Faith, as described in the Bible, is the “substance of things hoped for, the evidence of things unseen.” But when you make a movie that revolves around a court case challenging whether Jesus Christ was a real person … well, you’re going to need some evidence that’s a little more concrete.
That’s just what the makers of GOD’S NOT DEAD 2 offer in their film, making a reasoned case for a Christian faith that can stand up to the rigors of the courtroom – and scientific inquiry.

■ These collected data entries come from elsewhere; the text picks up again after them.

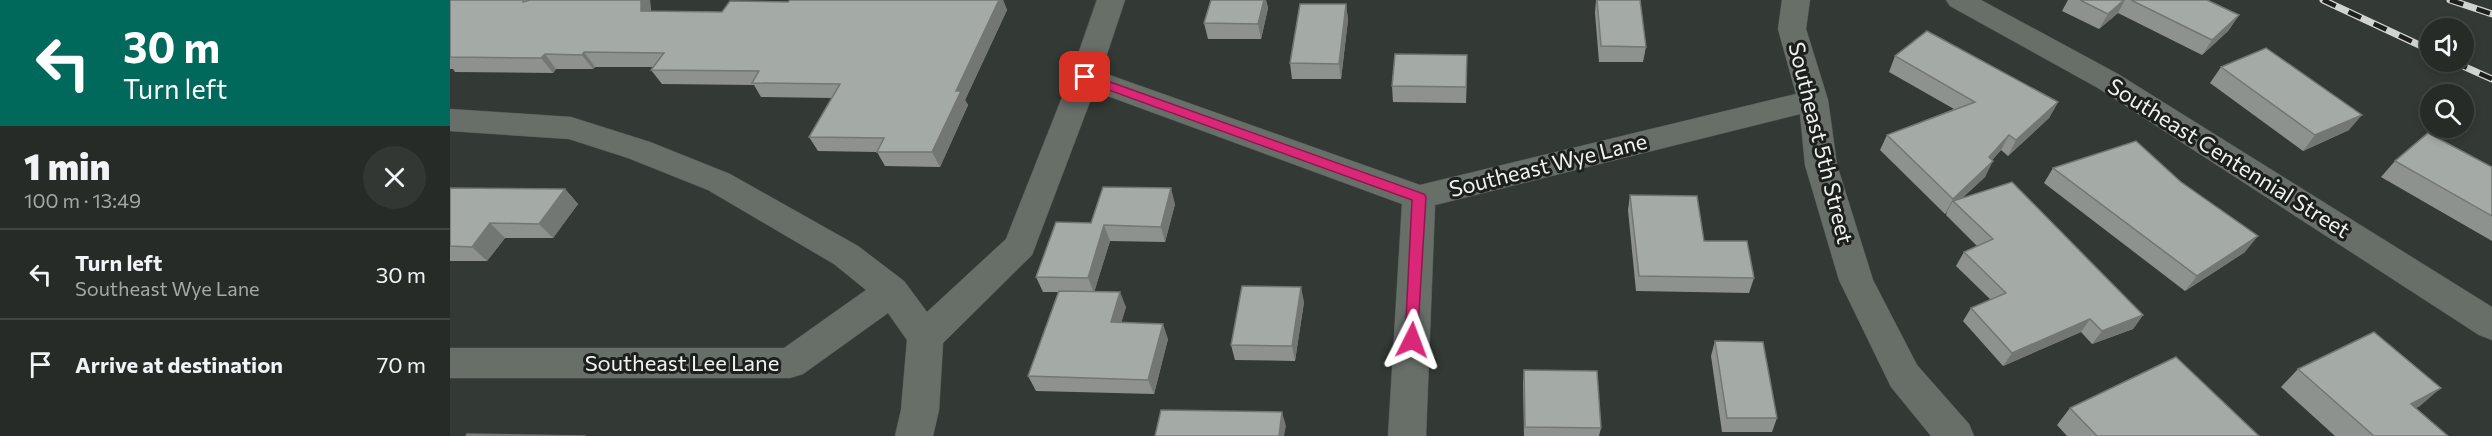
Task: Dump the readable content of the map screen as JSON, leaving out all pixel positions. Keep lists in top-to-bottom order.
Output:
{
  "streets": {
    "street": [
      "Southeast 5th Street",
      "Southeast Centennial Street",
      "Southeast Wye Lane",
      "Southeast Lee Lane"
    ]
  },
  "crossings": [
    ["Southeast 5th Street", "Southeast Wye Lane"]
  ],
  "page": {
    "turn": ["30 m", "Turn left"],
    "heading": ["1 min", "100 m · 13:49"],
    "list": [
      {
        "name": "Turn left",
        "note": "Southeast Wye Lane",
        "value": "30 m"
      },
      {
        "name": "Arrive at destination",
        "value": "70 m"
      }
    ]
  }
}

“As we go through the series of GOD’S NOT DEAD movies – and I don’t know how many there’ll be – we want to answer a series of very determined theological questions,” producer Michael Scott explains. “And, ultimately, my hope is to develop an army of people who can talk about their faith intelligently, and really take that to the world.”
As a courtroom drama, GOD’S NOT DEAD 2 explores the intellectual aspects of the Christian faith primarily through the witness stand, courtesy of real-life experts who testify about the undeniable proof of Jesus’ existence. Other experts also appear in a mock talk-show segment hosted by former Arkansas Gov. Mike Huckabee (playing himself), in which they discuss the case at the center of the film’s plot – in which a public high school teacher is sued for mentioning Jesus in her history class in response to a student’s question.

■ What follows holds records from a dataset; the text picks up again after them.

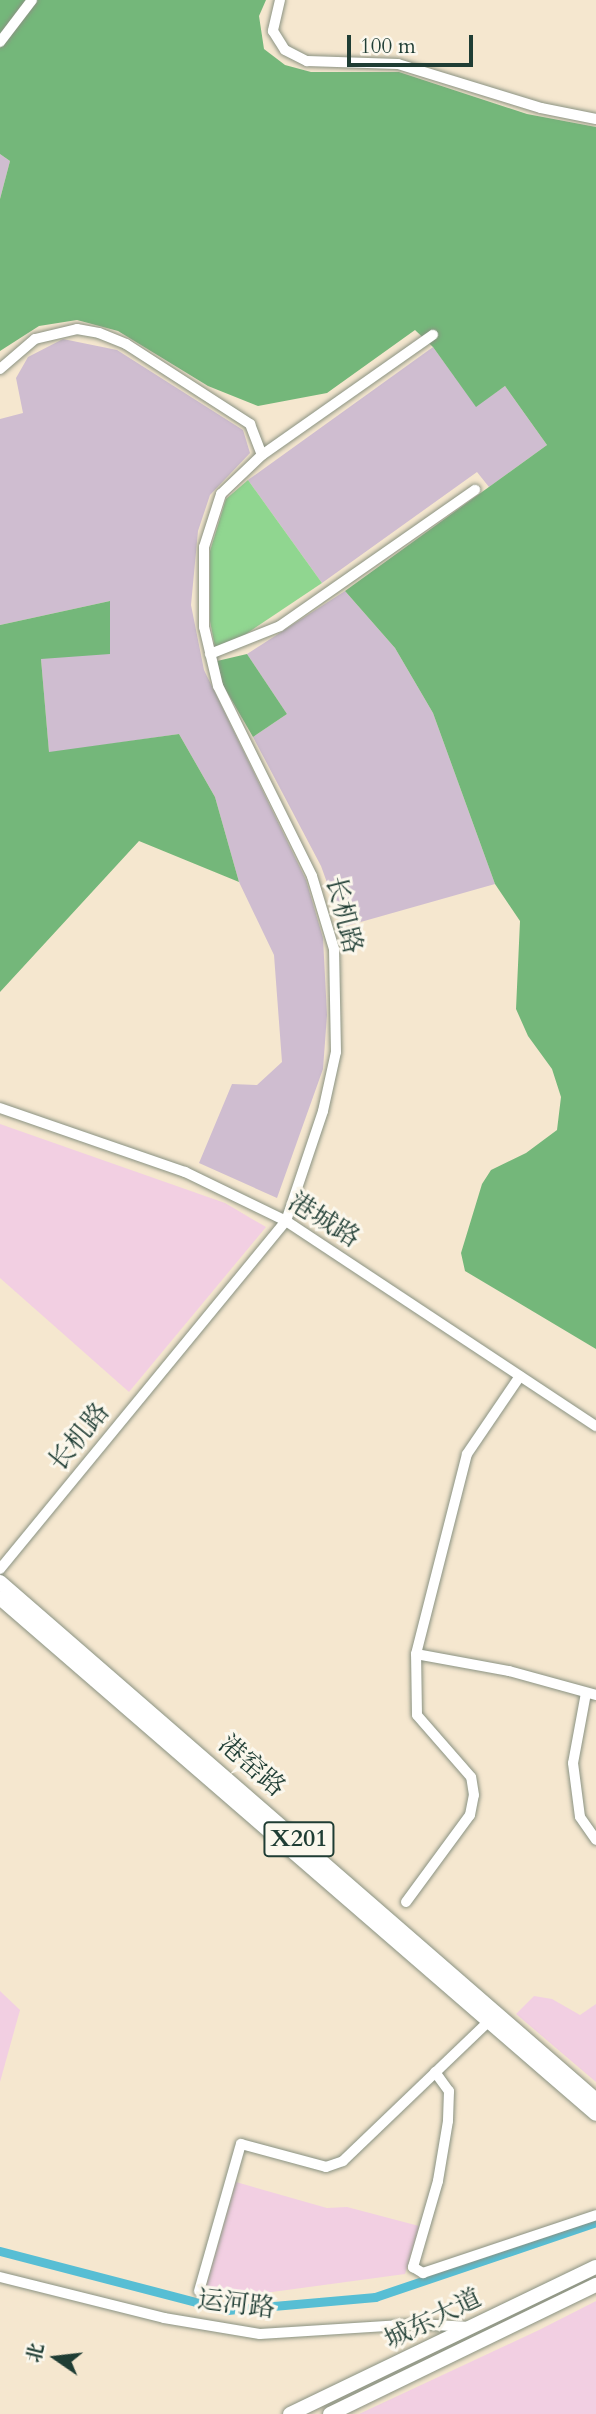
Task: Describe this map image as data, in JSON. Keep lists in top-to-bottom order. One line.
{"streets":{"main road":["港窑路","X201","城东大道"],"street":["长机路","港城路","运河路"]},"crossings":[["长机路","港城路"],["运河路","城东大道"]],"scale_bar":"100 m","north":"left"}
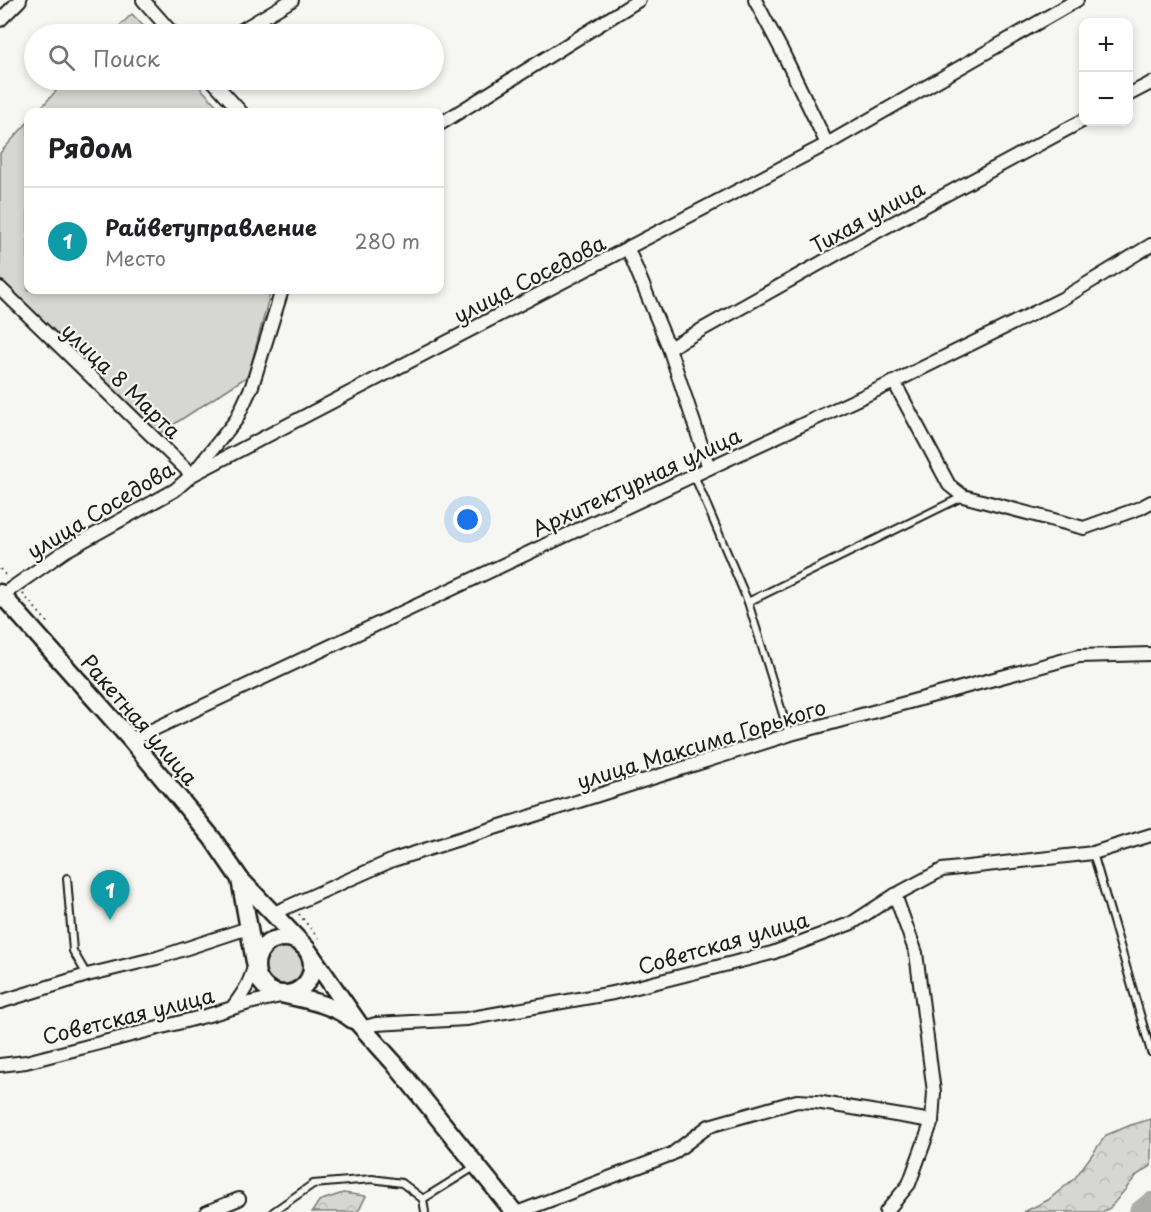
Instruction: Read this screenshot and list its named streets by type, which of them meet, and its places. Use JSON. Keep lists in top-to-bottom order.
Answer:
{
  "streets": {
    "main road": ["Ракетная улица"],
    "street": [
      "Тихая улица",
      "улица Соседова",
      "улица 8 Марта",
      "Архитектурная улица",
      "улица Максима Горького",
      "Советская улица"
    ]
  },
  "crossings": [
    ["улица Соседова", "улица 8 Марта"],
    ["улица Соседова", "Ракетная улица"],
    ["Архитектурная улица", "Ракетная улица"],
    ["Ракетная улица", "улица Максима Горького"],
    ["Ракетная улица", "Советская улица"]
  ],
  "page": {
    "map_buttons": ["+", "−"],
    "search": "Поиск",
    "heading": "Рядом",
    "list": [
      {
        "mark": "1",
        "name": "Райветуправление",
        "note": "Место",
        "value": "280 m"
      }
    ],
    "pins": "1"
  }
}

While the ACLU consistently talks about the “alleged” words of Jesus, challenging his status as a historical figure, the defense musters a mountain of evidence to counter that claim.

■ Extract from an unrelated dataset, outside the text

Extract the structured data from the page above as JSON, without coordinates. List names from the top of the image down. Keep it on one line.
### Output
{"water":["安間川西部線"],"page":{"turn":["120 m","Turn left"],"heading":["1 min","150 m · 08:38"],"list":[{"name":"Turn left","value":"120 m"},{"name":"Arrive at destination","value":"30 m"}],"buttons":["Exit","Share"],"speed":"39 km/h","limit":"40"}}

“Virtually nobody in the scholarly community holds that Jesus didn’t exist,” says Gary Habermas, professor of apologetics and philosophy at Liberty University and author of The
Historical Jesus: Ancient Evidence for the Life of Christ. He appears in the films as one of Huckabee’s guests.
“There are a dozen and a half texts for Jesus outside the New Testament.”
Dr. Rice Broocks, whose book Man, Myth Messiah is featured in the film and who joins Habermas in the movie’s talk-show segment, seconds his fellow expert’s
“To someone who has interest in history, I mean real historians, there is no question that
Jesus existed,” Broocks explains. “There are three times as many references to Jesus historically than to the Roman emperor Tiberius.”
GOD’S NOT DEAD 2 doesn’t only engage in deep thinking about Christianity in its legal scenes, though. The journeys of many characters, including Grace Wesley (Melissa Joan Hart), the teacher whose career is endangered when she’s sued, include meaningful moments of examining and questioning what it means to follow Jesus.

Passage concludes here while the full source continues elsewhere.